Bill quickly realized that when it came to big game, his SAT (Spear Attack Test) scores would not get him into the PhD (Prehistoric Dinner) program. So, he quickly invented a very nifty bow and arrow. Unfortunately, he personally couldn’t hit the broad side of a barn with it. In fact, there weren’t even any barns yet for him to try to hit. His dismal results failed to persuade the others to switch from their trusty spears. For wasting time when he could have been helping the tribe hunt, they used him as saber-toothed tiger bait.

 

Michael picked up the spear slinging quickly. When the tiger chomped down on Bill, Michael outran the other hunters, and slam dunked his spear right into the beast’s haunches. Unfortunately, saber-toothed tigers are too big for lone spears; it really is a team effort. The angry tiger had Michael for dessert before the rest of the tribe caught up and finished it off.

 

Ugluk was our lone success story. HE had the one really valuable skill.

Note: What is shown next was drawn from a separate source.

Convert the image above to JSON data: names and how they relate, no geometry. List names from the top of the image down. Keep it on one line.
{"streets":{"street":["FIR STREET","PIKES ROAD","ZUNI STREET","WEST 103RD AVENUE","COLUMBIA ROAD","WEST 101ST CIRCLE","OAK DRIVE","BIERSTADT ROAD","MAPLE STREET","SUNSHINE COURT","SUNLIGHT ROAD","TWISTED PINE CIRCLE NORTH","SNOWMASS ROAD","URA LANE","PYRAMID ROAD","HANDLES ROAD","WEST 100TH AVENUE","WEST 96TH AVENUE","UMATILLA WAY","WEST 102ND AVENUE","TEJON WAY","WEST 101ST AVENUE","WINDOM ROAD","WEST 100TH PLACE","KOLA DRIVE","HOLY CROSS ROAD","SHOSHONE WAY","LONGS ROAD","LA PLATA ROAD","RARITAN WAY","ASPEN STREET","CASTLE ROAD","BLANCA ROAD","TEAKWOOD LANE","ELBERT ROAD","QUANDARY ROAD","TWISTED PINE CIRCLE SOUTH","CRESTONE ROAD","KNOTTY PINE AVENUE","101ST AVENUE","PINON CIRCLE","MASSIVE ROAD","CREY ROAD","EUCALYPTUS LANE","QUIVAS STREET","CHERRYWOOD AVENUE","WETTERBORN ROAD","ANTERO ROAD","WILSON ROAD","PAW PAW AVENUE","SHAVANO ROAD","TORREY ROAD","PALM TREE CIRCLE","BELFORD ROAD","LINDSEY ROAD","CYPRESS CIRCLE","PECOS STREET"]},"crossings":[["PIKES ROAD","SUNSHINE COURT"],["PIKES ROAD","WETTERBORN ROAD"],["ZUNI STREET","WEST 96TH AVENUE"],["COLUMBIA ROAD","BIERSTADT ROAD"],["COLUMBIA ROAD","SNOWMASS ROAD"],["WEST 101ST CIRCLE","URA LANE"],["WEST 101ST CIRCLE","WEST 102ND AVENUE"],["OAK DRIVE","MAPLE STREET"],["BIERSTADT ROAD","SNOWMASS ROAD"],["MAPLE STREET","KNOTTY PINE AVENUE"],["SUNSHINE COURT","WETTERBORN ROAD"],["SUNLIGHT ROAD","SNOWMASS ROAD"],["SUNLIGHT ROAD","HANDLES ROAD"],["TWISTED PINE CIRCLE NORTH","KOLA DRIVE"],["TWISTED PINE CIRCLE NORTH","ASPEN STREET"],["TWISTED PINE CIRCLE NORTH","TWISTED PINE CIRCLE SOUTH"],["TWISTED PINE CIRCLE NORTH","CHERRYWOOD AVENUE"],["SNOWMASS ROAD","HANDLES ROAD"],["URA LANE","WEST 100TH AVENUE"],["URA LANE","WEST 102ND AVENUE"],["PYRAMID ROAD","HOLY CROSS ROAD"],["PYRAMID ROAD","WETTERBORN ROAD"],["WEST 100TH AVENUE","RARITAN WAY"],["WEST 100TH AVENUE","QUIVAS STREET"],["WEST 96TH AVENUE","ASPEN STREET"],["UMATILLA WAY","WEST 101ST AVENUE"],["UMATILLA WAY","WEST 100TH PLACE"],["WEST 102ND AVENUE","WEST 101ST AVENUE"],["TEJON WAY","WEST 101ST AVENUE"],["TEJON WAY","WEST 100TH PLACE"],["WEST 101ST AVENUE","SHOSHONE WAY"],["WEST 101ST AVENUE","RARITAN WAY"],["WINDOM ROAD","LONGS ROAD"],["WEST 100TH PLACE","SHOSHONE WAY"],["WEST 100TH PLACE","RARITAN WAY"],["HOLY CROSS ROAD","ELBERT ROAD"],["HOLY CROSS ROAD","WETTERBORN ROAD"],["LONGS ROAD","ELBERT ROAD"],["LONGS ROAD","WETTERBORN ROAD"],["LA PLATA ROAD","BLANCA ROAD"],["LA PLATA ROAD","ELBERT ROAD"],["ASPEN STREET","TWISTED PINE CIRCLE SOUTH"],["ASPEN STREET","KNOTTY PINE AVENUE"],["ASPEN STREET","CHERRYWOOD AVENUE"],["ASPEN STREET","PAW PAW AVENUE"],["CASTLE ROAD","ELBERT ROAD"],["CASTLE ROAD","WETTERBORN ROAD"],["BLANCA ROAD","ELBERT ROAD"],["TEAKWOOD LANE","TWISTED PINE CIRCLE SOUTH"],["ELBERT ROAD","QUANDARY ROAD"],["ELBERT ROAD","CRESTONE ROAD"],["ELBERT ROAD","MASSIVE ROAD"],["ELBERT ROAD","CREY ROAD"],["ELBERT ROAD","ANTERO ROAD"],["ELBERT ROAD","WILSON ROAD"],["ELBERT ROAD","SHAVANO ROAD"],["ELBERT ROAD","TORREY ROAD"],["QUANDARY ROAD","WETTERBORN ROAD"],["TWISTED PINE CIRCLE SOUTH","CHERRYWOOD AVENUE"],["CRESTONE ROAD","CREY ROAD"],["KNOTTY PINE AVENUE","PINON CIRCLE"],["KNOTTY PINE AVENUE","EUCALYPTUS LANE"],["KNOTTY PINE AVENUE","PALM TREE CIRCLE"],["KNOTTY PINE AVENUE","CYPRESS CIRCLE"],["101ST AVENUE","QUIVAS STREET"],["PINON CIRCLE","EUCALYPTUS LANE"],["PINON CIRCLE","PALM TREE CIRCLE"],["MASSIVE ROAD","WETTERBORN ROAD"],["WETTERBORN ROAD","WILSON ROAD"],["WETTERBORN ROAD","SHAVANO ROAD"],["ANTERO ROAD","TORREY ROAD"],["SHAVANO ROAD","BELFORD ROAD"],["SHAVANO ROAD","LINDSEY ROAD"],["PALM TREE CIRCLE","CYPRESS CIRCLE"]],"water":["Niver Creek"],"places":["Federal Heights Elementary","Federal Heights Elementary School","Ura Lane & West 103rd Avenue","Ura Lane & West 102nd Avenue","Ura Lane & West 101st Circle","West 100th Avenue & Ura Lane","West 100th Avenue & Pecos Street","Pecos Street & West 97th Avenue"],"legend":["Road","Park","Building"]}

Ugluk could give the ground one sniff and cry: “Bulubug wssss urik ikik!” (“A wooly mammoth pissed here four days ago.”) Yes, the tribe needed a great sniffer, and Ugluk was rewarded with double portions, and the hand of the comely Bleelee in marriage.

 

Where was the luck in all this? Maybe it was timing. Bill and Michael had to travel 10,000 years, but Ugluk’s journey was a mere 150 years backwards. Perhaps he had less jet-lag. To square things up, I’ll move Ugluk forward 10,000 years, and Bill and Michael back 150.

 

Bill is certain that he’ll be a success this time, just as soon as he gets Babbage’s calculating machine to work. Unfortunately, he will be 143 before certain parts become available. Michael, well let’s just say that Michael was not very happy when he woke up in his native North Carolina, in 1852. You would figure that a hairy aborigine with a large proboscis would fare the worst, especially in the big city. In fact, “Ugluk the Missing Link” is the headliner at Barnum’s Museum. He has a table reserved for him at Delmonico’s, and is dating the lovely Lily, one of John Jacob Astor’s great-grandchildren, though her aunt has still not invited them to tea.